Though her paternal grandfather, Ayrton Pullan, served as a diplomat (Mr. Pullan died before Kitchens was born), she offered, “I didn’t really know anything about a diplomatic career until after I joined the service.”
Kitchens said her “moment of enlightment” came in El Salvador. “I was there working for an international agency called CARE and we implementing a program around school improvement. We were introducing ideas around health education.
“We were hoping to scale up the initiative by getting some of these ideas put in to the national curriculum. But we were finding it very hard to get any traction with the Minister of Education. By chance I met a lady who was working at the British Embassy in El Salvador. She told me, ‘I’m having lunch with the Ministry of Education tomorrow, would you like me to mention it?’
“So I had a light bulb moment: ‘right, that’s how you get things done.’’’
Kitchens, who still maintains a friendship with the lady, soon after applied to join the Her Majesty’s diplomatic service “and now I can see the value of working government and non-government organizations in partnership – being helpful takes both sides of the spectrum.”
In her position as Consul General, Kitchens has welcomed many high profile visitors to Boston and her office residence in Beacon Hill.
Kitchens has hosted the former British prime minister and other dignitaries including the former foreign secretary, the secretary of education, the former mayor of London, and secretary of state for Northern Ireland. She has also hosted numerous Parliamentary and trade delegations. One such meeting resulted in the formation of a company.

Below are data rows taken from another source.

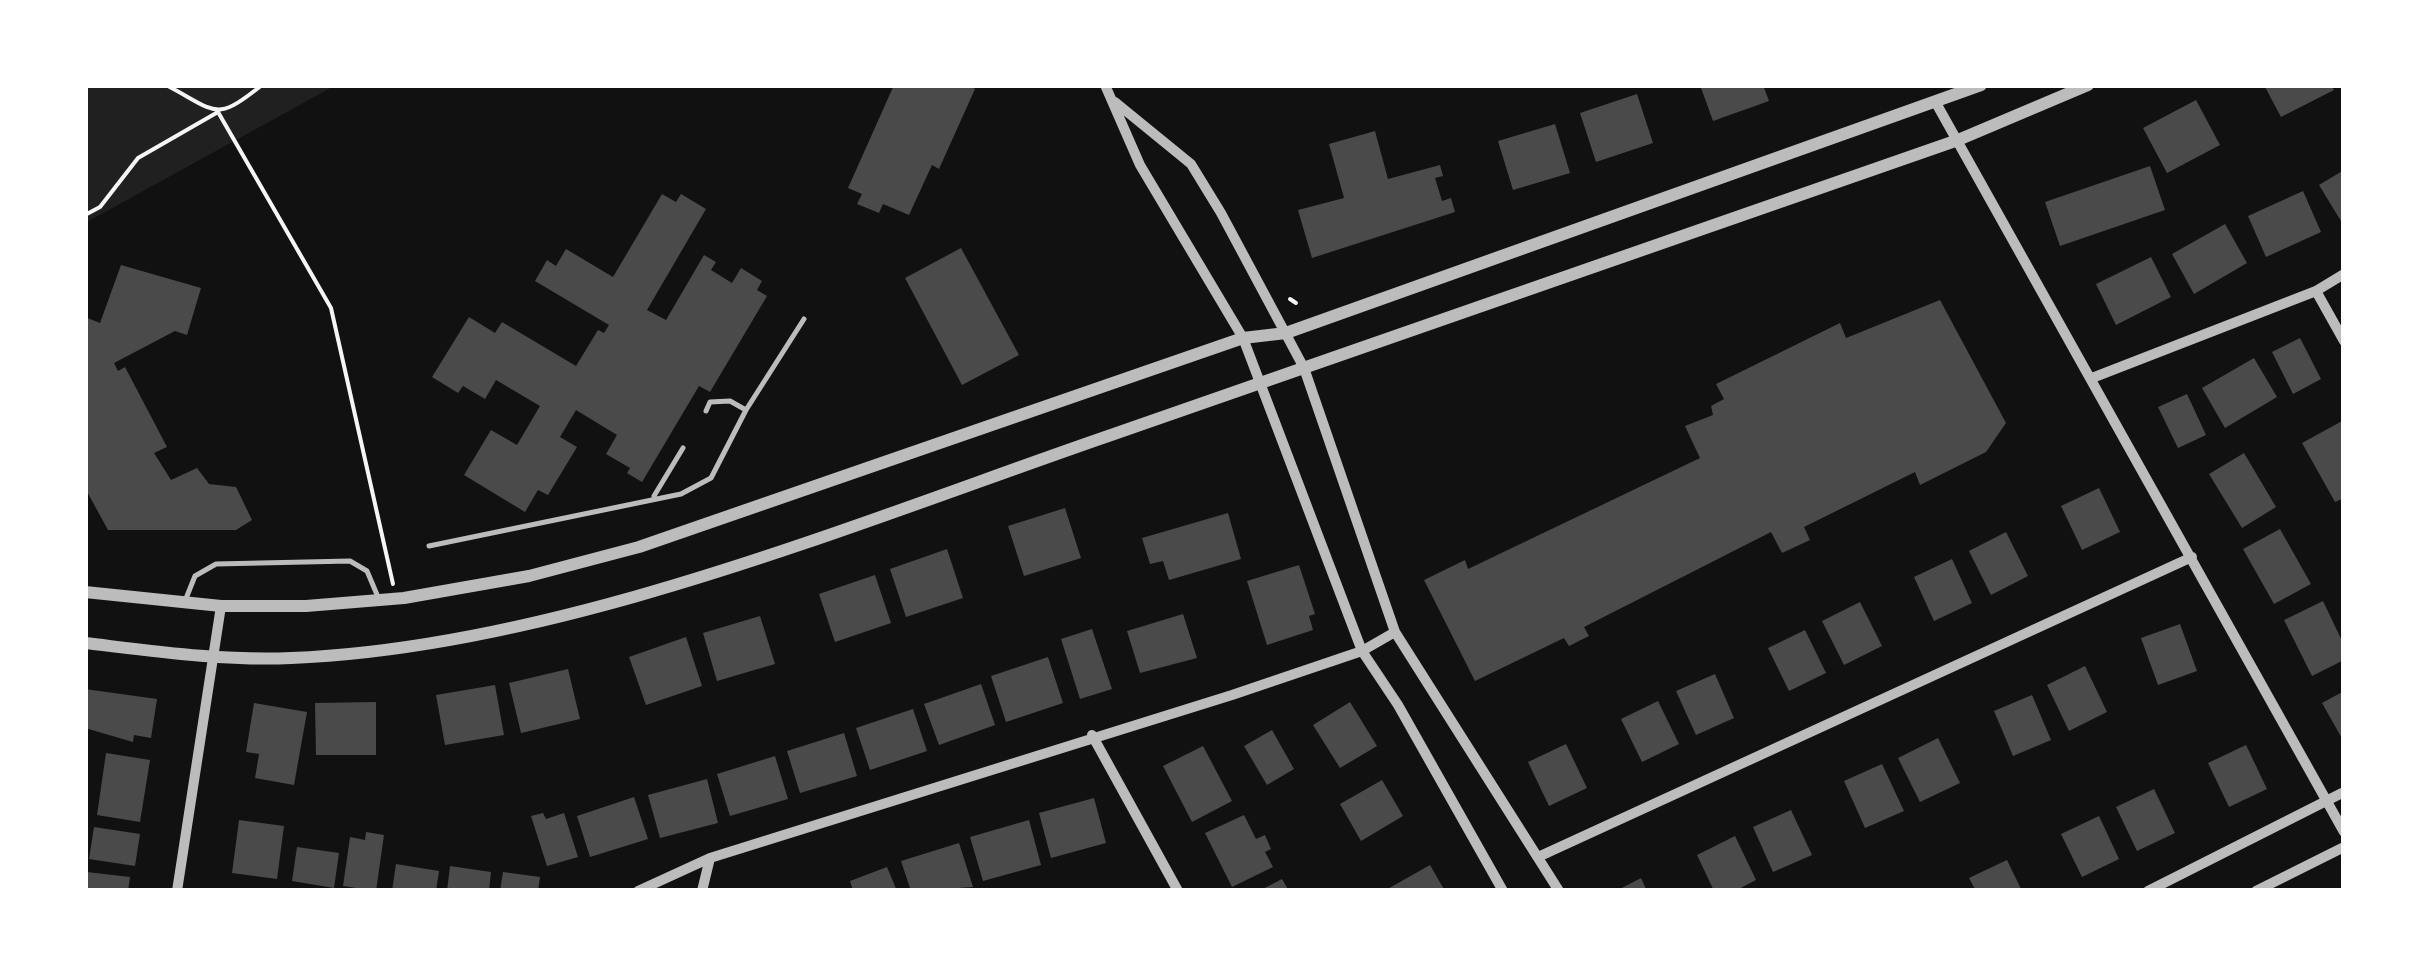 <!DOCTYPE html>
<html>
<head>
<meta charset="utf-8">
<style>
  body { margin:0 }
  #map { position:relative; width:2429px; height:976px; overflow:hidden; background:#111; font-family:Ubuntu,sans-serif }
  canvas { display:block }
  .frame { position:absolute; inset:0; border:88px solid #fff; pointer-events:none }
</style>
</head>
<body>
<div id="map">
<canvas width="2429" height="976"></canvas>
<div class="frame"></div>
</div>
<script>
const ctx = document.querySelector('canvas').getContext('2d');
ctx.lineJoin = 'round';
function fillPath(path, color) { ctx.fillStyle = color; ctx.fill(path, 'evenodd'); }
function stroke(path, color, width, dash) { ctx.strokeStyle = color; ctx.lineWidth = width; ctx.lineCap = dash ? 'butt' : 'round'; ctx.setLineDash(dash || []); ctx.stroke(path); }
fillPath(new Path2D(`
  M 85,85 L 336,85 L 85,223 Z`), '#202020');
fillPath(new Path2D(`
  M 894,85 L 969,85 L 975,89 L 939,169 L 932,165 L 909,215 L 883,204 L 879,213 L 857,204 L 862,194 L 848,188 Z
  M 1700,85 L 1763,85 L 1769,101 L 1713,121 Z
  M 2264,85 L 2331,85 L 2334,90 L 2281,117 Z
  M 1637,94 L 1653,143 L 1596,162 L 1580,113 Z
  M 2196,100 L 2220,145 L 2167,173 L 2143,128 Z
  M 1555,124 L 1570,173 L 1513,190 L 1498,141 Z
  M 1375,131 L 1388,179 L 1440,165 L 1443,176 L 1435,178 L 1442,201 L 1451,198 L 1455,212 L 1312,258 L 1298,210 L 1344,198 L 1329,144 Z
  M 2150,166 L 2165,210 L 2060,246 L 2045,202 Z
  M 2344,170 L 2344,226 L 2319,185 Z
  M 2303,191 L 2321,232 L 2266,257 L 2248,216 Z
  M 662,194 L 676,202 L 681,194 L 706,209 L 647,310 L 666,320 L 704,255 L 716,262 L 711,270 L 732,283 L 741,268 L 762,281 L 757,290 L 767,296 L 710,392 L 699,386 L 642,482 L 627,473 L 630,468 L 606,454 L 617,435 L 576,410 L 560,437 L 577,447 L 548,495 L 538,490 L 525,512 L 464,475 L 491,430 L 517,445 L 540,406 L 496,380 L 485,399 L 463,386 L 458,393 L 432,377 L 469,317 L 495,333 L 502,322 L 576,366 L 598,330 L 604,333 L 609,325 L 535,281 L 547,260 L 556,266 L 566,249 L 613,277 Z
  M 2225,224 L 2247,263 L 2194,294 L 2172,254 Z
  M 961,248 L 1019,355 L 962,385 L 905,278 Z
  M 2151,257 L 2171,297 L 2116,325 L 2096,284 Z
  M 121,265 L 201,288 L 187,335 L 175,331 L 114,363 L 118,371 L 125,367 L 167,447 L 154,453 L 171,480 L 197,468 L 209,484 L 236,487 L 252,520 L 236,530 L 108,530 L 85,488 L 85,317 L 100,323 Z
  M 1940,300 L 2006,423 L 1986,452 L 1920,485 L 1915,472 L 1804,527 L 1810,540 L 1782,553 L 1771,532 L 1584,627 L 1589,636 L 1569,646 L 1564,638 L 1475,681 L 1424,580 L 1465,560 L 1468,569 L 1700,458 L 1685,426 L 1713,415 L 1711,406 L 1724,399 L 1716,384 L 1840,323 L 1846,338 Z
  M 2300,338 L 2321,379 L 2293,394 L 2272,352 Z
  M 2254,358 L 2277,397 L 2225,428 L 2202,388 Z
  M 2187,394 L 2206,435 L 2178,448 L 2158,407 Z
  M 2344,420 L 2344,498 L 2335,502 L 2302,443 Z
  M 2244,453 L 2276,507 L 2242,528 L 2209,474 Z
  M 2099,488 L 2120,532 L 2082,550 L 2061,506 Z
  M 1065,508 L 1081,558 L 1024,576 L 1008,526 Z
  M 1228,513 L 1241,559 L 1169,580 L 1163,561 L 1150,564 L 1142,538 Z
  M 2280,529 L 2311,584 L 2274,604 L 2243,549 Z
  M 2006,532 L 2028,576 L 1991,595 L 1969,551 Z
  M 947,549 L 963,598 L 906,617 L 890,569 Z
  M 1952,559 L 1972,603 L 1934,621 L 1914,577 Z
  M 1299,565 L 1315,614 L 1309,616 L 1313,630 L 1267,645 L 1247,581 Z
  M 875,575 L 891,623 L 835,642 L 819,594 Z
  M 2323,601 L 2344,645 L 2344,660 L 2312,676 L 2284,620 Z
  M 1860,602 L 1882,646 L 1844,665 L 1822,621 Z
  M 1183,614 L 1197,658 L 1140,673 L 1127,631 Z
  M 760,616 L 775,664 L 717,681 L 703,633 Z
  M 2180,624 L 2197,671 L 2158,685 L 2141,638 Z
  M 1092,629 L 1112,689 L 1080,699 L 1061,639 Z
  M 1805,630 L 1826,673 L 1789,691 L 1768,648 Z
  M 686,637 L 702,686 L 646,705 L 629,657 Z
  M 1048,657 L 1063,703 L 1006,722 L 991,676 Z
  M 2085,666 L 2107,712 L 2069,731 L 2047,685 Z
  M 568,669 L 580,719 L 521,733 L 509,683 Z
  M 1715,674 L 1734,718 L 1696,735 L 1676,691 Z
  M 981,684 L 995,725 L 939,745 L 924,704 Z
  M 495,685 L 504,735 L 445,745 L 436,695 Z
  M 85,689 L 157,699 L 151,738 L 134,735 L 133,742 L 85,728 Z
  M 2344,691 L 2344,742 L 2322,703 Z
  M 2032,695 L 2051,740 L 2013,756 L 1994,711 Z
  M 1658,701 L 1679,744 L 1642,762 L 1621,719 Z
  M 376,702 L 376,755 L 316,755 L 315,703 Z
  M 1350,702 L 1377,746 L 1340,768 L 1313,725 Z
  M 254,703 L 307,712 L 294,785 L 255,778 L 259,754 L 246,752 Z
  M 913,709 L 927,751 L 870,770 L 856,728 Z
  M 1272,730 L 1294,769 L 1267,785 L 1244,746 Z
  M 844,733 L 857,776 L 800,793 L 787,751 Z
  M 1938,738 L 1960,783 L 1920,802 L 1898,758 Z
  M 1566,744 L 1587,788 L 1549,806 L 1528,762 Z
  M 2246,745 L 2267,789 L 2229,807 L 2208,763 Z
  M 1203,746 L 1232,801 L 1192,822 L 1163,766 Z
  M 106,753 L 150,760 L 140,822 L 97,815 Z
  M 775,756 L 788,799 L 730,816 L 717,774 Z
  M 1882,764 L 1904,811 L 1865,828 L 1844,781 Z
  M 707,779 L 718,823 L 660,838 L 648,795 Z
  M 1382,780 L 1403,816 L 1361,841 L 1340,804 Z
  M 2154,789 L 2175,833 L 2137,851 L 2116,807 Z
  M 634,797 L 648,839 L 590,857 L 577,816 Z
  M 1094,798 L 1106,843 L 1051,858 L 1039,813 Z
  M 1791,810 L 1812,855 L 1773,872 L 1753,827 Z
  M 543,813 L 546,819 L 564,813 L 578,857 L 547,866 L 531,816 Z
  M 1244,815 L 1256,839 L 1265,835 L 1271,849 L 1265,852 L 1273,867 L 1232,887 L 1205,833 Z
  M 2099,816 L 2119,859 L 2082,877 L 2061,834 Z
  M 239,820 L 284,826 L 277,879 L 232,873 Z
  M 1029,820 L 1041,865 L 983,881 L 970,837 Z
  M 94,827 L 140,834 L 135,866 L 89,859 Z
  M 366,832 L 384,835 L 376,891 L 343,886 L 350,837 L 365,840 Z
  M 1735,836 L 1756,880 L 1735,891 L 1714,891 L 1697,855 Z
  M 959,843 L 973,887 L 911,891 L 901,861 Z
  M 297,847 L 339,853 L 334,888 L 292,881 Z
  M 2007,860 L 2022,891 L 1976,891 L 1969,878 Z
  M 396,864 L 439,871 L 436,891 L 392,891 Z
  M 1430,865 L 1445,891 L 1384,891 Z
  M 450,866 L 491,872 L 489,891 L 447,891 Z
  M 887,867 L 897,891 L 853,891 L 850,881 Z
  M 87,872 L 130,877 L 128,891 L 85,891 Z
  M 503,872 L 540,877 L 538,891 L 500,891 Z
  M 1641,878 L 1647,891 L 1616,891 Z
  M 1282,879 L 1289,891 L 1259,891 Z`), '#4a4a4a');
stroke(new Path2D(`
  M 138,85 L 141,85
  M 166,85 C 218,112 214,123 262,85
  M 85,215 L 100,207 L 138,158 L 218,112 L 331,308 L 393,584
  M 1290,299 L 1296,303`), '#f5f5f5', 4);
stroke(new Path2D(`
  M 706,411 L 710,402 L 730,401 L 746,410
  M 654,496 L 683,448
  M 429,546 L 681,494 L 711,478 L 746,410 L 804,319
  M 185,601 L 195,576 L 216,564 L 350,561 L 367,571 L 378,597`), '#bcbcbc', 5);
stroke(new Path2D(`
  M 1105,85 L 1140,165 L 1243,338 L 1362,651 L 1398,705 L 1503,891
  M 1115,102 L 1191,164 L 1221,213 L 1304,368 L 1395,632 L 1559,891
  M 1936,103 L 2344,832
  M 2316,291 L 2344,341
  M 2092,378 L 2316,291 L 2344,274
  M 1092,735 L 1178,891
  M 1538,857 L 2192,557
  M 177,891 L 221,606
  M 638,891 L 710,858 L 1232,695 L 1362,651 L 1395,632
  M 702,891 L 710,858
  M 2148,891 L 2344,792
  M 2256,891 L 2344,847`), '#bcbcbc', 10);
stroke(new Path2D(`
  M 85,592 L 221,606 L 306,606 L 404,598 L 529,576 L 639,547 L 1243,338 L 1286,333 L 1981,85
  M 85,643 C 153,651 222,661 291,658 C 561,647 858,522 1114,434 C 1396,337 1677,238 1958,140 L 2088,85`), '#bcbcbc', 12);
</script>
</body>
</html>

Governor Charlie Baker, former Governor Deval Patrick, Sen. Edward J. Markey, and Congressman Joseph Kennedy III have met with Kitchens at the Consul General’s residence in Beacon Hill.
Kitchens estimates that there are 70,000 British expatriates living in New England and about 700,000 visitors come each year to the region.
“We do a lot of events for the British community in the region,” said Kitchens. “A lot of the Brits that are here tend to be working in very interesting fields and we use them as extension ambassadors in to the community.”
She cited MIT Associate Dean for Innovation Fiona Murray and MIT Professor Robert Langer as two examples of individuals who have been outstanding ambassadors to the UK-US relationship in their fields.
Kitchens said she was proud of her service as Consul General.
“I like to think that the British community saw us as a useful resource,” said Kitchens. “We certainly see them as friends of Britain outside of the country. We can help them if they get in to trouble but generally it’s a very positive relationship.”
In addition to the British American Business Council of New England, Kitchens worked closely with local organizations such as Boston Biotech Brits, the British Charitable Society, the British Officers Club of New England, the Irish Charitable Society and the Scottish Charitable Society. Kitchens also assisted many British students attending colleges in the region.
Kitchens has mixed emotions about leaving Boston.
“I made a lot of friends and this has been such a brilliant city to live in,” said Kitchens. “I had a beautiful location in Beacon Hill and I have many friends on the Hill. Boston is a very friendly and welcoming city, very accessible and beautiful. We built up many memories here as well having all those visitors. I ran the Boston Marathon this year. My time was 3 hours, 47 minutes and I’m pretty pleased with that. I raised money for the Red Cross. It was an amazing experience.”
She and her husband, Michael, and their two children, Tamira and Tyson, attended Red Sox games and a soccer friendly between Liverpool and Roma at Fenway Park where she participated in the ceremonial coin toss on the field with Mayor Martin Walsh and the Italian Consul General of New England. She has enjoyed visits to the TD Garden and Gillette Stadium.
Kitchens and her family will be returning to London where she will begin work in a policy making position at the Foreign and Commonwealth Office for a year before moving to Kenya. There, Kitchens has been named Deputy High Commissioner in Nairobi.